(Beginning of Extracted data)

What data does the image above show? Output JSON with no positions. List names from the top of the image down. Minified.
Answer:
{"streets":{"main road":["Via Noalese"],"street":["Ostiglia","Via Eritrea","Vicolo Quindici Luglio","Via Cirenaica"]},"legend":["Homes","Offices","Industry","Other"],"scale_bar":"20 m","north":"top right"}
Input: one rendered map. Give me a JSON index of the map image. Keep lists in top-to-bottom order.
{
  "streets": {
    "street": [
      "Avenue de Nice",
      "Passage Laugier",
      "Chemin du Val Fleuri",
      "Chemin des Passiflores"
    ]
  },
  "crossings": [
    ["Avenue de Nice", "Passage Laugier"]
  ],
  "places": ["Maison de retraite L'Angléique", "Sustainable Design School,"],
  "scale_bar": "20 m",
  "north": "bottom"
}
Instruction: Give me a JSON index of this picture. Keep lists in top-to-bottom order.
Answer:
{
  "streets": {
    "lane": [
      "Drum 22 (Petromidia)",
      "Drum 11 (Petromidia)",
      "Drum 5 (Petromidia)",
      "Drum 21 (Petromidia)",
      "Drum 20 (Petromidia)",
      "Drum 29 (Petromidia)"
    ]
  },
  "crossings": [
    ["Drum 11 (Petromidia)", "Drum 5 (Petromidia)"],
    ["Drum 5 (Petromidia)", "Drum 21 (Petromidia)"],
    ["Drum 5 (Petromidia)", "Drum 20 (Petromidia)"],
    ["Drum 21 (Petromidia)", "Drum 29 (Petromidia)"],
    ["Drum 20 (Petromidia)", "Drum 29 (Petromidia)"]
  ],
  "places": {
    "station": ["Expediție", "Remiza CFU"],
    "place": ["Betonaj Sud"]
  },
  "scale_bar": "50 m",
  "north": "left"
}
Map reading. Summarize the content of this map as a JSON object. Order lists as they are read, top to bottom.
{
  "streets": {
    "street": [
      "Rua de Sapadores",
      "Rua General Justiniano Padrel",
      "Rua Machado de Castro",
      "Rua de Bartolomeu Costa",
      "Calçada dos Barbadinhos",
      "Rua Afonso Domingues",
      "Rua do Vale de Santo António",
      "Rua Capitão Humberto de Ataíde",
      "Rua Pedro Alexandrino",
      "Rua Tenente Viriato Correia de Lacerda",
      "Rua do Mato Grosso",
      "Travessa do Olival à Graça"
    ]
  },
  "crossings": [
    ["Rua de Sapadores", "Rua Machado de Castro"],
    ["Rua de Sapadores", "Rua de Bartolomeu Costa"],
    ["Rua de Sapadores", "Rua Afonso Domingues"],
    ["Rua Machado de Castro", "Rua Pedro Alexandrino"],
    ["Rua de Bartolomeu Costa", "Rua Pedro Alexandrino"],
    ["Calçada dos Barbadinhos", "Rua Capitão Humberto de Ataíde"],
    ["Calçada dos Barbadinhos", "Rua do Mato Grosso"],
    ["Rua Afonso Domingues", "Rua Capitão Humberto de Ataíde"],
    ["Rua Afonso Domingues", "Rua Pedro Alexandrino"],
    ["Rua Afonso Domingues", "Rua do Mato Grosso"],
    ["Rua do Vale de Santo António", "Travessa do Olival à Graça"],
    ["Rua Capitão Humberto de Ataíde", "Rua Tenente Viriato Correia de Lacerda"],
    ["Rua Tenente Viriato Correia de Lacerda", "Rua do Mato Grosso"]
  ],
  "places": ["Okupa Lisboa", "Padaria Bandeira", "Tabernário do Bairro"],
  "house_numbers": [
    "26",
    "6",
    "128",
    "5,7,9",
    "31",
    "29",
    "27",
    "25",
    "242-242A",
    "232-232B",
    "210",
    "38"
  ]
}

(End of Extracted data)

What the task requires: Extract the listing in its entirety and repeat it exactly.

Written reply:
What data does the image above show? Output JSON with no positions. List names from the top of the image down. Minified.
Answer:
{"streets":{"main road":["Via Noalese"],"street":["Ostiglia","Via Eritrea","Vicolo Quindici Luglio","Via Cirenaica"]},"legend":["Homes","Offices","Industry","Other"],"scale_bar":"20 m","north":"top right"}
Input: one rendered map. Give me a JSON index of the map image. Keep lists in top-to-bottom order.
{
  "streets": {
    "street": [
      "Avenue de Nice",
      "Passage Laugier",
      "Chemin du Val Fleuri",
      "Chemin des Passiflores"
    ]
  },
  "crossings": [
    ["Avenue de Nice", "Passage Laugier"]
  ],
  "places": ["Maison de retraite L'Angléique", "Sustainable Design School,"],
  "scale_bar": "20 m",
  "north": "bottom"
}
Instruction: Give me a JSON index of this picture. Keep lists in top-to-bottom order.
Answer:
{
  "streets": {
    "lane": [
      "Drum 22 (Petromidia)",
      "Drum 11 (Petromidia)",
      "Drum 5 (Petromidia)",
      "Drum 21 (Petromidia)",
      "Drum 20 (Petromidia)",
      "Drum 29 (Petromidia)"
    ]
  },
  "crossings": [
    ["Drum 11 (Petromidia)", "Drum 5 (Petromidia)"],
    ["Drum 5 (Petromidia)", "Drum 21 (Petromidia)"],
    ["Drum 5 (Petromidia)", "Drum 20 (Petromidia)"],
    ["Drum 21 (Petromidia)", "Drum 29 (Petromidia)"],
    ["Drum 20 (Petromidia)", "Drum 29 (Petromidia)"]
  ],
  "places": {
    "station": ["Expediție", "Remiza CFU"],
    "place": ["Betonaj Sud"]
  },
  "scale_bar": "50 m",
  "north": "left"
}
Map reading. Summarize the content of this map as a JSON object. Order lists as they are read, top to bottom.
{
  "streets": {
    "street": [
      "Rua de Sapadores",
      "Rua General Justiniano Padrel",
      "Rua Machado de Castro",
      "Rua de Bartolomeu Costa",
      "Calçada dos Barbadinhos",
      "Rua Afonso Domingues",
      "Rua do Vale de Santo António",
      "Rua Capitão Humberto de Ataíde",
      "Rua Pedro Alexandrino",
      "Rua Tenente Viriato Correia de Lacerda",
      "Rua do Mato Grosso",
      "Travessa do Olival à Graça"
    ]
  },
  "crossings": [
    ["Rua de Sapadores", "Rua Machado de Castro"],
    ["Rua de Sapadores", "Rua de Bartolomeu Costa"],
    ["Rua de Sapadores", "Rua Afonso Domingues"],
    ["Rua Machado de Castro", "Rua Pedro Alexandrino"],
    ["Rua de Bartolomeu Costa", "Rua Pedro Alexandrino"],
    ["Calçada dos Barbadinhos", "Rua Capitão Humberto de Ataíde"],
    ["Calçada dos Barbadinhos", "Rua do Mato Grosso"],
    ["Rua Afonso Domingues", "Rua Capitão Humberto de Ataíde"],
    ["Rua Afonso Domingues", "Rua Pedro Alexandrino"],
    ["Rua Afonso Domingues", "Rua do Mato Grosso"],
    ["Rua do Vale de Santo António", "Travessa do Olival à Graça"],
    ["Rua Capitão Humberto de Ataíde", "Rua Tenente Viriato Correia de Lacerda"],
    ["Rua Tenente Viriato Correia de Lacerda", "Rua do Mato Grosso"]
  ],
  "places": ["Okupa Lisboa", "Padaria Bandeira", "Tabernário do Bairro"],
  "house_numbers": [
    "26",
    "6",
    "128",
    "5,7,9",
    "31",
    "29",
    "27",
    "25",
    "242-242A",
    "232-232B",
    "210",
    "38"
  ]
}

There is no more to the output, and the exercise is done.